One Year and 280+ Deaths Later, No Council Progress on NYPD Crash Reforms

Christine Quinn remains noncommittal on whether NYPD should investigate maimings and killings on NYC streets. Photo: ##http://nymag.com/news/features/christine-quinn-2013-2/index2.html##James Estrin/New York Times/Redux##

It was a year ago today that the City Council transportation committee, led by James Vacca and Peter Vallone Jr., convened a hearing on pedestrian and cyclist safety and the failure of NYPD to properly investigate traffic crashes.

“Driving in our city is a privilege, not a right,” said Vacca, to a room packed with victims of vehicular violence and their loved ones, safe streets advocates, and media. Of dangerous drivers, Vacca said: “I want to know what the police department is doing to track down these scofflaws. We have to bring these people to their senses. We don’t accept gun violence as a way to die. We shouldn’t accept traffic deaths as a way to die either.”

Vacca and Vallone listened sympathetically to hours of testimony from those whose lives were forever altered by traffic crashes, and whose misery was often compounded by an inept and indifferent NYPD. Council members learned that the department has just 19 officers assigned to its Accident Investigation Squad, and that no one else on the force has the authority to charge a motorist with careless driving, much less a serious crime, unless the officer witnesses a violation.

“There will be laws arising out of this,” said Vallone, who grilled NYPD brass alongside Jessica Lappin, Gale Brewer, Dan Garodnick, Steve Levin, Letitia James, Brad Lander, Dan Halloran, and Vincent Ignizio.

Five months later, council members introduced the Crash Investigation Reform Act. Among its provisions was the formation of a multi-agency task force charged with reforming NYPD crash investigation protocols, which allow thousands of serious injuries to go uninvestigated every year, in violation of state law.

Since last July, the Crash Investigation Reform Act has gone nowhere. Vallone has pretty much been a no-show on matters of street safety, while Vacca spent the rest of the year targeting delivery cyclists and working to make it easier for motorists to park.

Speaker Christine Quinn, whose imprimatur is essential to moving legislation through the council, has not taken a position on NYPD crash investigation reforms.

Meanwhile, 15,465 city pedestrians and cyclists were injured in 2012, and 155 were killed, according to NYPD. About 1 percent of those crashes were investigated by police.

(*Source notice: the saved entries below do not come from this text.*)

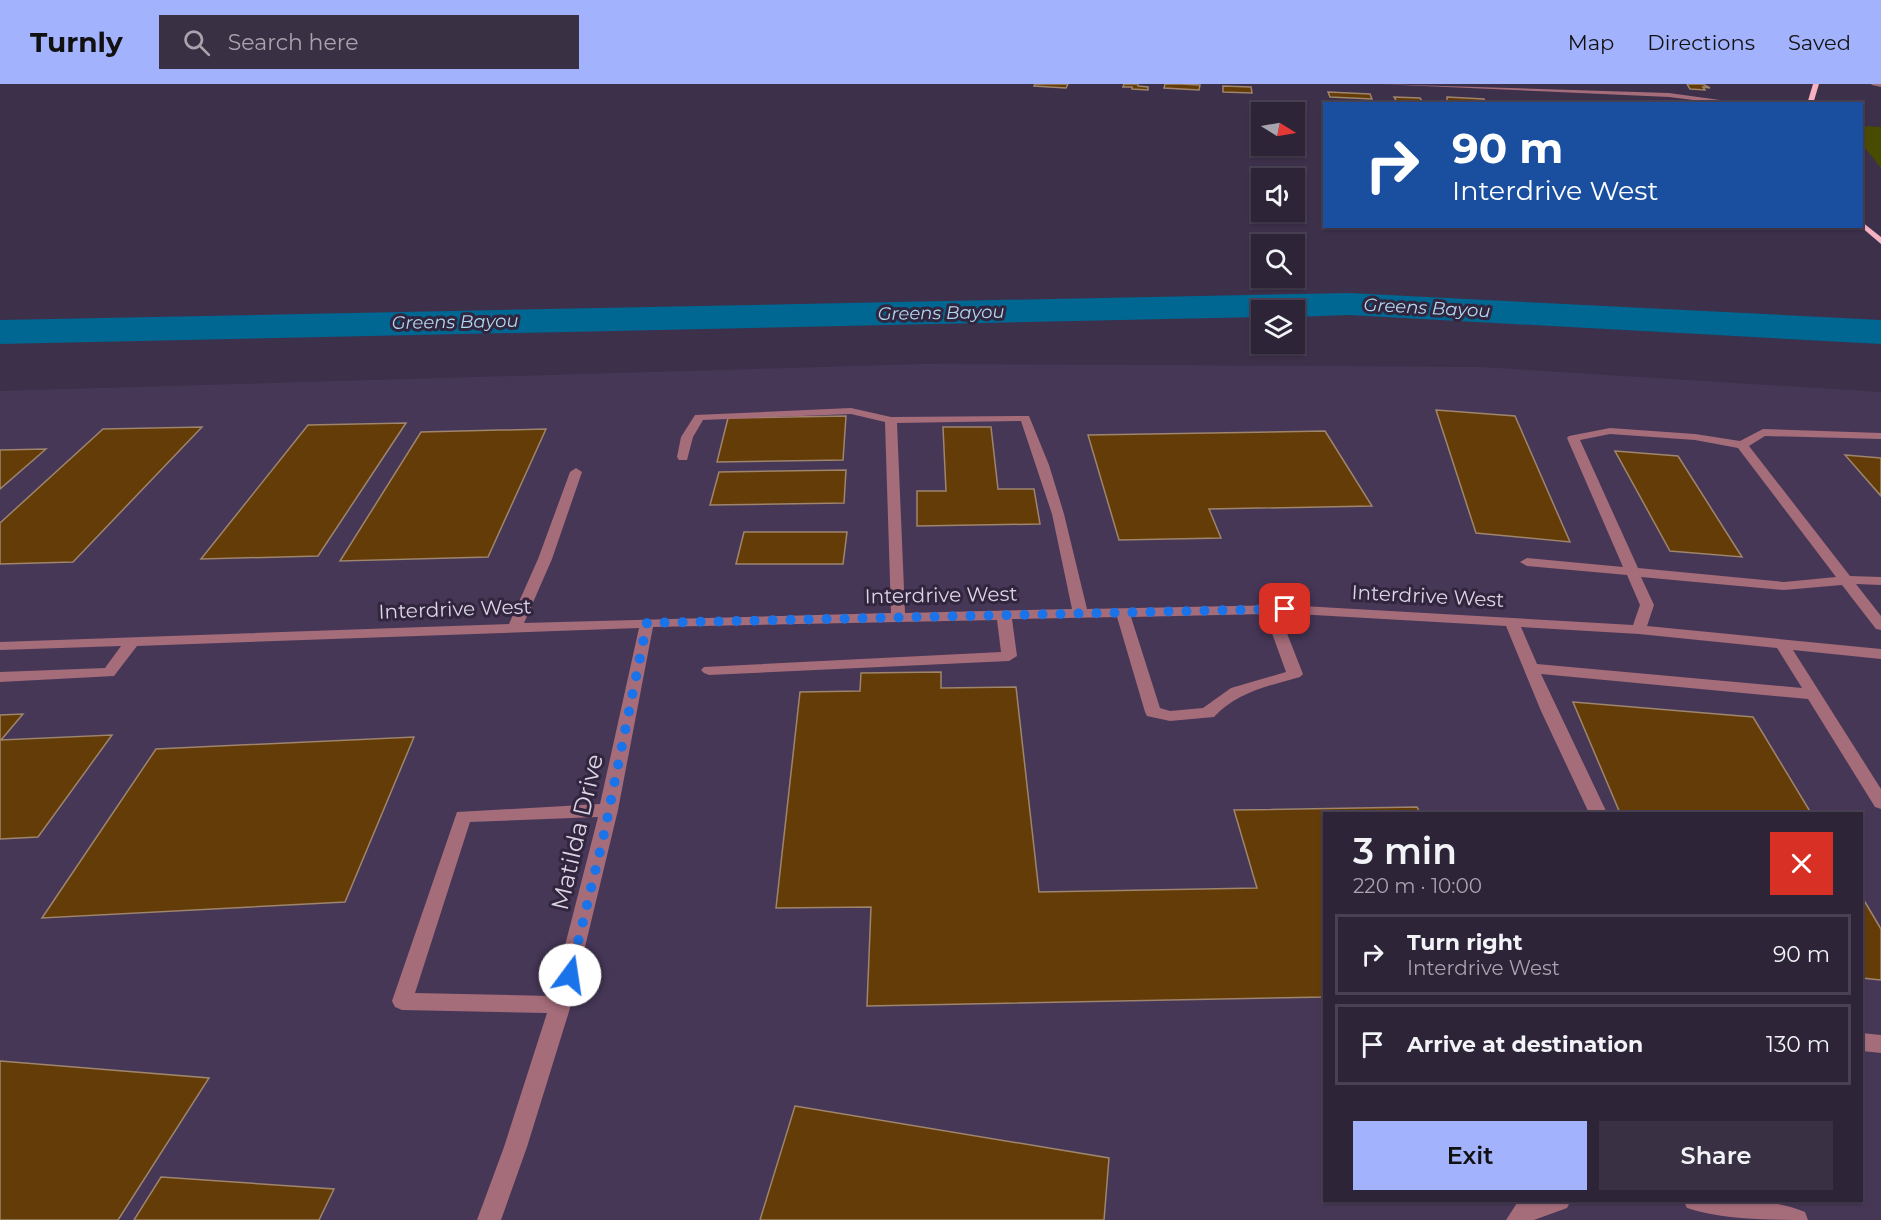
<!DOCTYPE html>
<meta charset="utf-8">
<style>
body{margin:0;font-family:Montserrat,sans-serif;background:#393043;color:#f1f3f6;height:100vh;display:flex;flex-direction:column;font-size:22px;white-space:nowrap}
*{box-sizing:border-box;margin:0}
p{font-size:20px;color:#a7a4ae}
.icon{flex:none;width:33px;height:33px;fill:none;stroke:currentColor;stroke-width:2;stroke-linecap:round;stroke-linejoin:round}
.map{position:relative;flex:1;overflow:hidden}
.panel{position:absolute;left:1323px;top:728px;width:540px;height:390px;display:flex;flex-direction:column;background:#2d2438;border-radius:0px;box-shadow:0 2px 4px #0004,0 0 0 2px #484153}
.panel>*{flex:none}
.hud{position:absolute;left:1323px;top:18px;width:540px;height:126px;border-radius:0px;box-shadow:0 2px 4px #0004,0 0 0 2px #484153;background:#1a4fa0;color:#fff;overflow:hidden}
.needle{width:39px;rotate:101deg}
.fabs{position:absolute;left:1251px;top:18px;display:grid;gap:12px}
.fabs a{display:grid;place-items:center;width:54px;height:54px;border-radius:0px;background:#2d2438;box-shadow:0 2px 4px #0004,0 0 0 2px #484153;font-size:30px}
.pin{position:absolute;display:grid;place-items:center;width:51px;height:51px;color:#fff;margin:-26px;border-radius:12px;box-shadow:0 3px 9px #0006}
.me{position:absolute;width:66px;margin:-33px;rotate:14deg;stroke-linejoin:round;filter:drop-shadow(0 0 4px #0008)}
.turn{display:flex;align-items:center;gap:21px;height:126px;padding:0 30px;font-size:27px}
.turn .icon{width:78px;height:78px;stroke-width:2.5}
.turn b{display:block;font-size:42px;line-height:51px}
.round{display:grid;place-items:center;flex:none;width:63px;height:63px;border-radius:0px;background:#393043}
.head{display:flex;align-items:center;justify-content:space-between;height:102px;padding:0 30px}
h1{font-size:36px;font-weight:600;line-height:45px}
.action{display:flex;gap:12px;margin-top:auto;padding:12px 30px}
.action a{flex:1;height:69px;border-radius:0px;background:#a3b2fd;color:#111;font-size:24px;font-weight:600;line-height:69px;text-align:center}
.action a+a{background:#393043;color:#f1f3f6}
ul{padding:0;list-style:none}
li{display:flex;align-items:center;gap:18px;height:81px;margin:0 12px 9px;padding:0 18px;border:3px solid #484153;border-radius:0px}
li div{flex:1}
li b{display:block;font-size:22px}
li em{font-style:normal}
header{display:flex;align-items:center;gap:36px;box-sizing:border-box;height:84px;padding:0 30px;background:#a3b2fd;color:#111}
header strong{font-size:28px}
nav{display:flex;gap:33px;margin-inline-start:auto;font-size:21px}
.search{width:420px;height:54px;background:#393043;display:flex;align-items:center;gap:15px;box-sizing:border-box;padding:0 21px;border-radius:0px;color:#a7a4ae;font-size:22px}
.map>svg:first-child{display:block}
.built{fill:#463757;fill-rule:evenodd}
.green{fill:#494b01}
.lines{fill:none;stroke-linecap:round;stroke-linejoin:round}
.river{fill:#006692;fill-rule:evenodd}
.building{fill:#643c07;stroke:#9e856c;stroke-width:1.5}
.minor{fill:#a56c7a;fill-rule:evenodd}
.major{fill:#f7b1c0;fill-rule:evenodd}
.route{stroke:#1a73e8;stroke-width:10;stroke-dasharray:0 18}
.labels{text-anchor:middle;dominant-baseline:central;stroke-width:6;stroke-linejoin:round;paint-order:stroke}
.far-water-label{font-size:18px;font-style:italic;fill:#b1d8f1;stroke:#32263f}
.street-label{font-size:20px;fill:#dcd5e5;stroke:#32263f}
.near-street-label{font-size:24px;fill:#dcd5e5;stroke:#32263f}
</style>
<header>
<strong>Turnly</strong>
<div class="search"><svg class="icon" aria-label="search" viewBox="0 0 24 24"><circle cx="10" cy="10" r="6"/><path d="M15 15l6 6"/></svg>Search here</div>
<nav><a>Map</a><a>Directions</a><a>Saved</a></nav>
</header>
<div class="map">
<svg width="1881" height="1136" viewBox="0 0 1881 1136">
<rect width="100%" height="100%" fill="#3c304a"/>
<path class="built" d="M925,280L1481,283L1881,308V1136H0V307ZM1324,729H1862V1116H1324Z"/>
<polygon class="green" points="1862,42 1881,43 1881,84 1862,60"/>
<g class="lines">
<polygon class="river" points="1349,209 1881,236 1881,260 1349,231 1294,233 1294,226 1262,226 1262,233 0,260 0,236"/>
</g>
<g class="building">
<polygon points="1035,0 1068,0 1066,4 1034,2"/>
<polygon points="1124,0 1138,0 1138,2 1148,3 1148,6 1132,5 1132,3 1123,3"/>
<polygon points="1165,0 1181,0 1200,1 1199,6 1164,4"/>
<polygon points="1687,0 1703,0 1710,4 1703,3 1705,6 1690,5"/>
<polygon points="1223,2 1251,3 1252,9 1223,8"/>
<polygon points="1328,8 1370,10 1372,15 1330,13"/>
<polygon points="1394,13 1420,14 1422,17 1397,18"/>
<polygon points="1447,13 1484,15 1485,20 1447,18"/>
<polygon points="1436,326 1515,332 1570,458 1476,449"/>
<polygon points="846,332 843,376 717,378 728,334"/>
<polygon points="406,339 318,472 201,475 308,341"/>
<polygon points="202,343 73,478 0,480 0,439 103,345"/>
<polygon points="943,343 991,343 998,405 1034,405 1040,440 917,442 917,407 946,407"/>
<polygon points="546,345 488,473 340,477 421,348"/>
<polygon points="1325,347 1372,422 1209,425 1221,454 1119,456 1088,351"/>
<polygon points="46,365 0,405 0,366"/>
<polygon points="1615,367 1678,372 1742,473 1670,467"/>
<polygon points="1845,371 1881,374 1881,412"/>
<polygon points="846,386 844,419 710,421 719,388"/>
<polygon points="744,448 847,448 843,480 736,480"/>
<polygon points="941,588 941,604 1016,603 1039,808 1257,804 1234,726 1417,723 1420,729 1324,729 1324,913 867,922 871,823 776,824 800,608 860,607 861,589"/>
<polygon points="1573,618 1753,633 1811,729 1620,729"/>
<polygon points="23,630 1,656 112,651 38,753 0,755 0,631"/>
<polygon points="414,653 345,818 42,834 156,665"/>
<polygon points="1862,813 1881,845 1881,896 1862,894"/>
<polygon points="0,977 209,994 118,1136 0,1136"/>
<polygon points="795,1022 1109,1074 1104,1136 760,1136"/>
<polygon points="161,1093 334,1105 319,1136 134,1136"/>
</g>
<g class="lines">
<g class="minor">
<polygon points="1378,0 1669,9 1749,20 1726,20 1669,13"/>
<polygon points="1871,0 1881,0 1881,3 1872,1"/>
<path d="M851,324L891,333L1029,332L1049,381L1064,430L1087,525L1285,521L1633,541L1640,521L1627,491L1527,482L1520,478L1527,474L1623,483L1567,354L1569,352L1610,344L1695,350L1740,357L1763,345L1881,349V355L1765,352L1749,362L1850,492L1881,493V501L1856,500L1881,532V546L1876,545L1842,501L1784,506L1641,493L1654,521L1647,542L1881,565V575L1793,566L1881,705V725L1875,723L1808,615L1541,590L1607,729H1589L1541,627L1506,542L1279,529L1303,590L1300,593C1268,602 1237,608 1214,633L1170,637L1147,632L1145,628L1117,533L1012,535L1017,572L1009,577L709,591L704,589L701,586L704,583L1001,568L997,536L653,543L618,726L571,921L527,1063L501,1136H477L504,1063L547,929L402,926L395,923L392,917L457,728L600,720L639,544L137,562L114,592L0,598V588L105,584L121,562L0,566V558L509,540L538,475L570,388L576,384L582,388L552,475L524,539L891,529L885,338L851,330L703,336L693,353L687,376H679L677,373L681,353L695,331ZM1021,337L1052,430L1072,525L905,529L897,339ZM1610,350L1695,356L1738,364L1836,493L1784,498L1638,484L1580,356ZM1265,530L1286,588L1231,604L1203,624L1170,627L1160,624L1131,533ZM1521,543L1639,550L1777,564L1802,604L1537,580ZM598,733L552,912L415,909L470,738Z"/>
<polygon points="1862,949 1881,951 1881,969 1862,967"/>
<polygon points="1524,1116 1571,1116 1567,1124 1534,1136 1506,1136 1517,1119"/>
<path d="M1683,1116C1723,1116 1766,1112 1805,1128L1808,1136C1768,1136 1725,1136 1687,1124Z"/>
</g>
<g class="major">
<polygon points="1813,0 1819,0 1813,20 1807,20"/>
<polygon points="1862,138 1881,153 1881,160 1860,142"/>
</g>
</g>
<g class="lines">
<polyline class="route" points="570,891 603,755 647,539 1285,525"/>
</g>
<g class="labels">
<g class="far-water-label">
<text transform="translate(1427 224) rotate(3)">Greens Bayou</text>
<text transform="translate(941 229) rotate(-1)">Greens Bayou</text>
<text transform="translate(455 238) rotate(-1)">Greens Bayou</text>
</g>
<g class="street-label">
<text transform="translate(941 511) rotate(-1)">Interdrive West</text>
<text transform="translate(1428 512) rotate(3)">Interdrive West</text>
<text transform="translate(455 525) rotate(-2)">Interdrive West</text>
</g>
<g class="near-street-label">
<text transform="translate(577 748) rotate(-77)">Matilda Drive</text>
</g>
</g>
</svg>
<div class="fabs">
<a><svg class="needle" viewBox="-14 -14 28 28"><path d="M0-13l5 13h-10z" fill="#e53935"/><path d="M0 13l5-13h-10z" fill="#a7a4ae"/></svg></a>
<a><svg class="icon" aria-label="sound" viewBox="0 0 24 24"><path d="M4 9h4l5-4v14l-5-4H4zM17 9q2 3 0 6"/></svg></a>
<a><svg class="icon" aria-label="search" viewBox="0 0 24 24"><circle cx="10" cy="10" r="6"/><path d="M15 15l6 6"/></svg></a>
<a><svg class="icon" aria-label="layers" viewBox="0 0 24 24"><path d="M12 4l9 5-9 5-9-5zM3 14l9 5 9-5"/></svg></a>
</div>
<div class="pin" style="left:1285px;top:525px;background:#d93025"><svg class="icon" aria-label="arrive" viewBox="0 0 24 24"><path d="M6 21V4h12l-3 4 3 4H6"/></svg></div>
<svg class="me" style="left:570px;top:891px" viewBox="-20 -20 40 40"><circle r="19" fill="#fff"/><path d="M0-13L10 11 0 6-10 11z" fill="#1a73e8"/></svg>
<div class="hud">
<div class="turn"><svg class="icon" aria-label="right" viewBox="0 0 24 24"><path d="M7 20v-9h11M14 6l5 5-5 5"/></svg><div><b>90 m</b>Interdrive West</div></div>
</div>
<section class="panel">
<div class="head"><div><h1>3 min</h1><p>220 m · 10:00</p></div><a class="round" style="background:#d93025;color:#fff"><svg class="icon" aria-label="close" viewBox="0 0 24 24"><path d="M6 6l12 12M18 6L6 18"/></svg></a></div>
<ul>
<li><svg class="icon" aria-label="right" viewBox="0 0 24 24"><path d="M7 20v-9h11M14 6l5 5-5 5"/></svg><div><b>Turn right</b><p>Interdrive West</p></div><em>90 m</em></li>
<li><svg class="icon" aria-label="arrive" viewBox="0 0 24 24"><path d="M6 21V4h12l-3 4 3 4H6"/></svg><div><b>Arrive at destination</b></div><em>130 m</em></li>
</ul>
<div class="action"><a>Exit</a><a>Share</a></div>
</section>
</div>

“Over the last year, over 280 New Yorkers died in traffic,” said Paul Steely White, executive director of Transportation Alternatives, in a statement issued today. “How many of those deaths could have been averted if only the NYPD had listened to the voices pleading for reform? If the tear-stricken faces of victims’ families failed to move them, if the outraged questions of council members failed to move them, will that tragic number perhaps finally move Ray Kelly’s police department to make the commonsense reforms necessary to bring the ongoing plague of lethal and lawless driving under control?”

We’ll have more on the one-year anniversary of the City Council traffic safety hearing in upcoming posts.

  • Eric McClure

    Shame on those who are in a position to actually do something to prevent traffic deaths and serious injuries, and have done nothing. Shame on you.

  • Morris Zapp

    It’s simple, really. Quinn wants to be mayor and so can’t risk any serious criticism of Ray Kelly, who, like Quinn herself, is a flesh eating lizard from outer space.

    That this cold-blooded political calculus necessitates the destruction of thousands of lives is of no consequence to Chris Quinn (see: flesh eating lizard from outer space).

  • Alex C

    I find it both sad and funny that in a city where public transit is the main mode of commuting, our politicians are fighting over who supports SUV-driving road ragers more.

  • @eccfe854e12a08a0548f0744d7ddcee4:disqus wrote:

    > Quinn wants to be mayor and so can’t risk any serious criticism of Ray Kelly, who, like Quinn herself, is a flesh eating lizard from outer space.
    Is this conventional wisdom really true? Couldn’t we put it to the test? These guys are all looking for something to distinguish themselves from Quinn—what if we tried to rake her candidacy over the coals for failing to do anything or to speak up? Won’t be long before we see some changing tunes (see DeBlasio after his visit to NKD), these people need votes and they need people who will get out there and help. Me? I’ll help the first one to help the candidate that takes a strong stance on safe streets, especially the candidate that goes on record as willing to do something about this. Until then, no way, I won’t lift a finger for any of them. 

  • And by “rake” I mean we encourage people we know not to support her, loudly, vocally, and often.

  • Who investigates city police corruption? Isn’t that the job of the State Police? 

  • Every day I see and hear from my clients about the toll that reckless drivers have taken on their lives.  It makes me sick, after seeing all the posturing by the politicians with the victim’s families, that there has been exactly zero follow-through.